There is a certain constituency that wants the personal freedom benefits of a high-capacity national network without the restrictions, of course, and a global one at that. Making the case for unrestricted, taxpayer-funded networking generally takes the form of an appeal to Internet Freedom principles. This is happening in Australia in spades, and while Internet Freedom is a valid principle, some of its boosters can lead debates into some counter-productive and frankly absurd dead-ends.
Australia’s version of the UK’s Guardian newspaper, The Age, ran a story today that directly compares the government of the United States to that of Egypt. In their estimation, the Senate’s draft “Internet Kill Switch” bill is pretty much the same as Egyptian strongman Hosni Mubarak’s decision to take Egypt off the Internet in an attempt to quell dissent:
As Egypt’s government attempts to crackdown on street protests by shutting down internet and mobile phone services, the US is preparing to reintroduce a bill that could be used to shut down the [I]nternet…
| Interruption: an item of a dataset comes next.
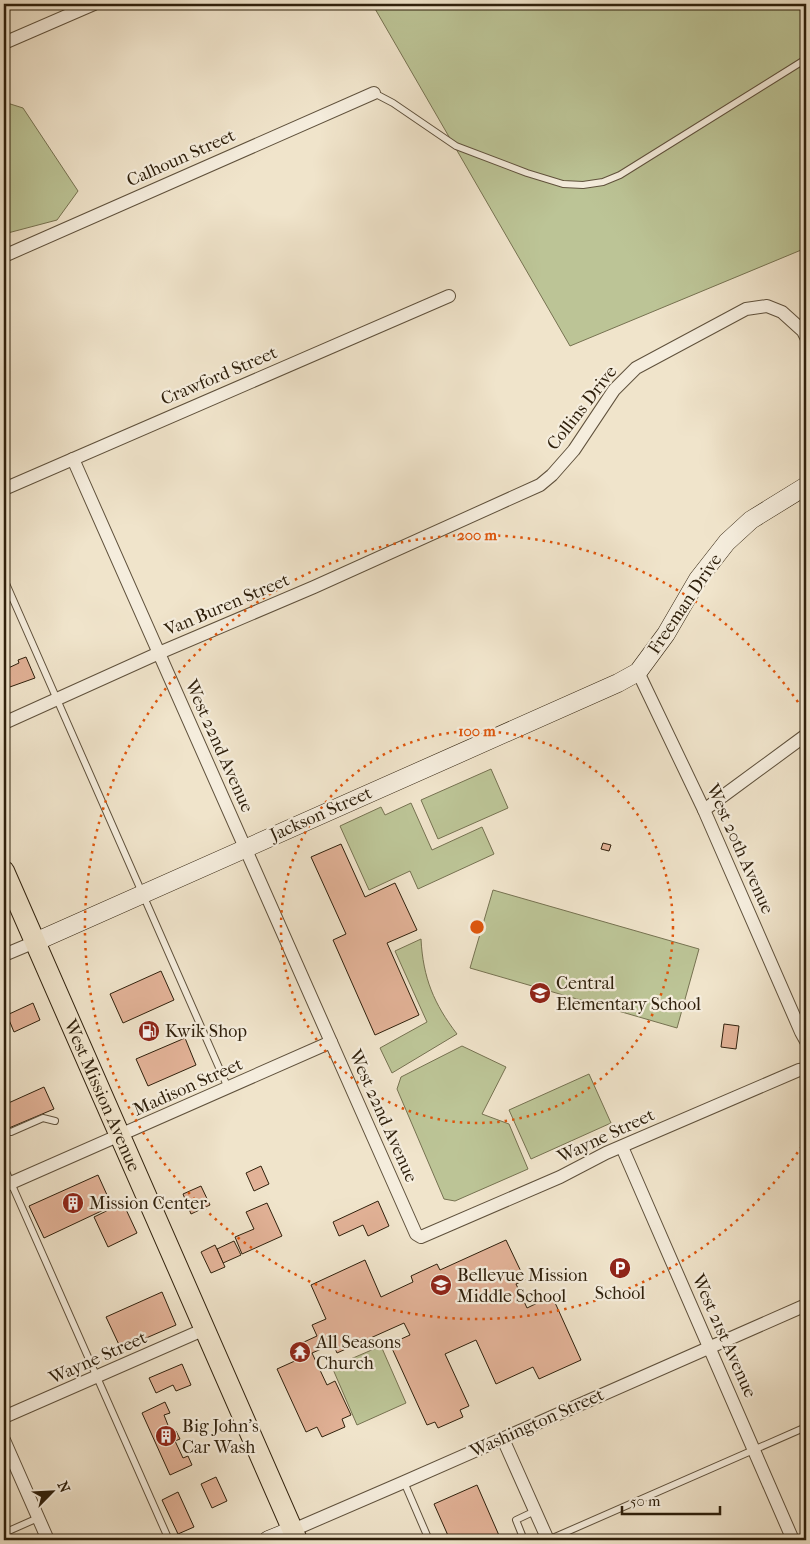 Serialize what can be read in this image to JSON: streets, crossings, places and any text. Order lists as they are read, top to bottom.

One of Australia’s top communications experts, University of Sydney associate professor Bjorn Landfeldt, had previously railed against the idea, saying shutting down the internet would “inflict an enormous damage on the entire world”.
He said it would be like giving a single country “the right to poison the atmosphere, or poison the ocean”.
This is rather amazing to say the least. The Senate bill, the “Protecting Cyberspace as a National Asset Act”, is a 200 page document that will be vetted, argued, amended, and maybe passed and maybe killed; the first attempt in 2010 was unsuccessful. The bill has robust First Amendment provisions that will prevent it from being used to suppress dissent, and beyond that it applies to a country in which parties can choose to disobey Executive Orders without fear of summary execution.
Perhaps these nuances are too subtle for the writers at The Age who apparently see the US as “North Korea on Steroids” or something equally distasteful, but they seem fairly obvious where I sit. There’s also the little issue of regime change taking place in this country in a peaceful process that we repeat every two years without battling the military in the streets and that sort of thing; this brings to mind the fact that one of the benefits of a NGN is improved access to information, even for The Age’s hit-conscious writers.
The legislation expressly forbids any action that would violate the First Amendment and also prohibits limiting internet traffic, emails, and other forms of communication (except those between critical infrastructure providers) unless no other action would prevent a regional or national catastrophe.
There is simply no legitimate comparison between the Senators’ intent and what is taking place in Egypt today.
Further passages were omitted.